Numpy Arrays vs. Pytorch Tensors

Explanation of the difference between Numpy Arrays and Pytorch Tensors

Seongbin Park


July 30, 2022

Both NumPy arrays and PyTorch tensors can be viewed as multidimensional tables of data. By using them, we can speed up computations by many thousands of times compared to using pure Python. This post will clarify the difference between the two.

I will be using the fastai library for this post; the code will be partially based on chapter 4 of the fastai book.

required libraries
! [ -e /content ] && pip install -Uqq fastbook
import fastbook

from import *
from fastbook import *

matplotlib.rc('image', cmap='Greys')


NumPy Arrays

All items in a NumPy array must be of the same type. Arrays are mutable, which means that we can change the values of each item in the array.

The innermost arrays of multidimensional arrays can have varying sizes—this is called a “jagged array.”

Most functions supported by NumPy arrays are supported by PyTorch tensors.

Pytorch Tensor

All items in a PyTorch tensor must also be of the same type, but it has the additional restriction that the type has to be a single basic numeric type. Also, PyTorch tensors are immutable, which means that we cannot change the values of each item in the array.

Unlike arrays, PyTorch tensors cannot be jagged. Also, they can live on the GPU, which is optimized for parallel computations. Therefore, given a large amount of data, it is much faster to use a GPU than a CPU. Additionally, PyTorch can automatically calculate derivatives.
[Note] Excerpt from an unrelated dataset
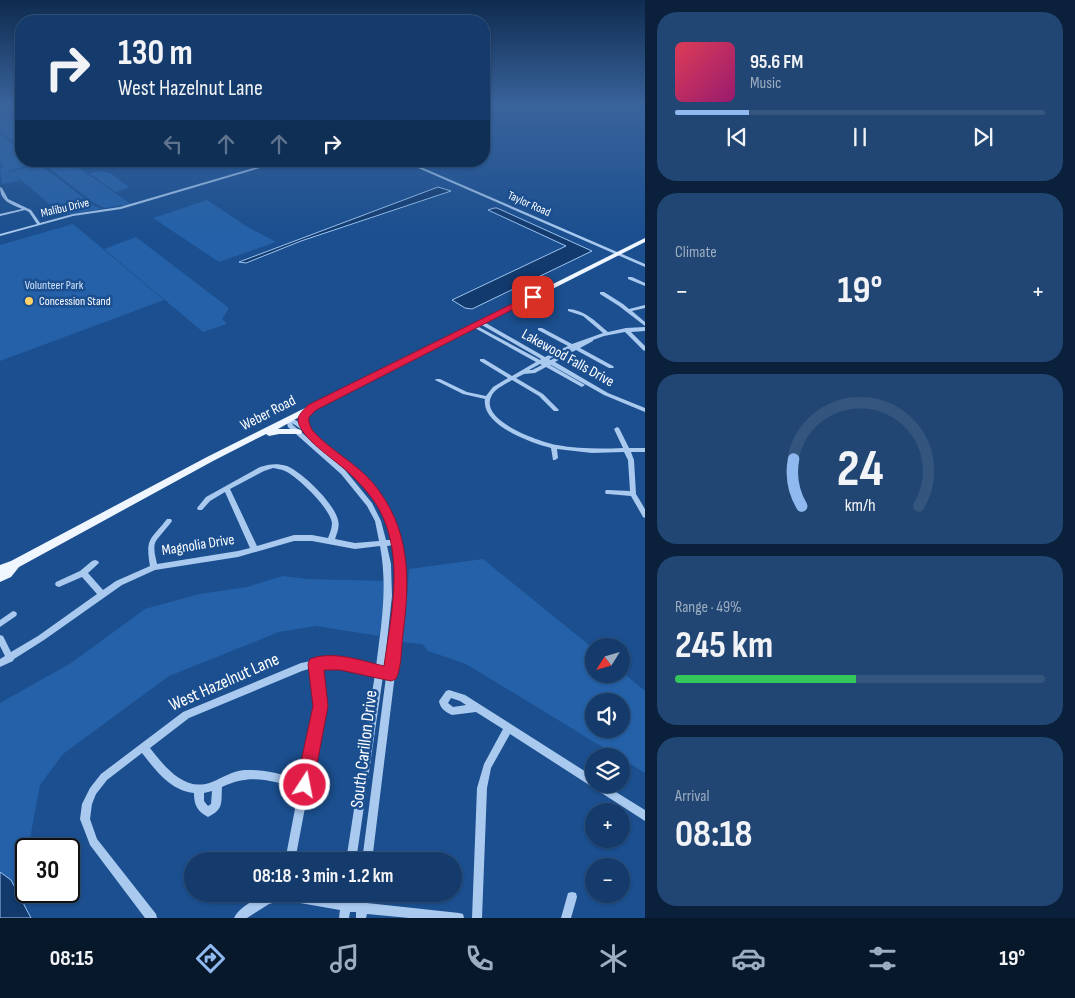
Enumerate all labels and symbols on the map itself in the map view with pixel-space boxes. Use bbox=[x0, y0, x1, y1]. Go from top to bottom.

Creating Arrays and Tensors

Creating NumPy arrays and PyTorch tensors is very similar:

data = [[1,2,3],[4,5,6]]
arr = array (data)
tns = tensor(data)
array([[1, 2, 3],
       [4, 5, 6]])
tensor([[1, 2, 3],
        [4, 5, 6]])

Performing Operations

Operations on arrays and tensors mostly use the same syntax. For example,

tensor([[2, 3, 4],
        [5, 6, 7]])
array([[2, 3, 4],
       [5, 6, 7]])

Refer to the PyTorch documentation for more operations. Happy learning!